Akasaka
by Keisai Eisen
- Source:
- ukiyo-e.org
Description
Akasaka by Keisai Eisen is part of his series Beautiful Women for the 53 Stations of the Tokaido, documented on [ukiyo-e](/glossary/ukiyo-e).org from a Japanese Art Open Database entry. The set pairs each post-station along the Tokaido between Edo and Kyoto with a beauty whose attributes reflect either a local product, a literary association, or a place-name pun. Akasaka was one of the largest stations on the route, located in present-day Aichi Prefecture, and was famous in Edo print culture for its inns and entertainment quarters.
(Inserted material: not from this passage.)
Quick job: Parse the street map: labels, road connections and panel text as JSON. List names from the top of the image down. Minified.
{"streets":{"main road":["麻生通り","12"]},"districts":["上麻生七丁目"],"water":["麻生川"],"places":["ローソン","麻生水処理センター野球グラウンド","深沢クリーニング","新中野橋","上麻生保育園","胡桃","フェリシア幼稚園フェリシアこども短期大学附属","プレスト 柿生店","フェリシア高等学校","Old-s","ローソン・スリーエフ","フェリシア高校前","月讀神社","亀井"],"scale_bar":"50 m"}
Eisen presents his Akasaka figure in the [bijin-ga](/glossary/bijin-ga) style on which his reputation rests, fusing fashionable Edo costume with carefully observed regional reference. The mitate format of the series – substituting beauties for the conventional landscape stations of Hiroshige and others – had become a popular genre by the time Eisen designed the set, and it allowed him to combine his signature subject with the commercially proven framework of [meisho-e](/glossary/meisho-e). The print's textile pattern, the placement of accessories, and the elongated facial profile typical of Eisen's late style all support the framing. Late Edo ukiyo-e of this kind functioned as souvenir, beauty pageant, and travel guide rolled into one. The ukiyo-e.org entry preserves the print without confirmed publisher and date, but situates the sheet within a broader Eisen project that mapped the Tokaido through the figures of fashionable womanhood.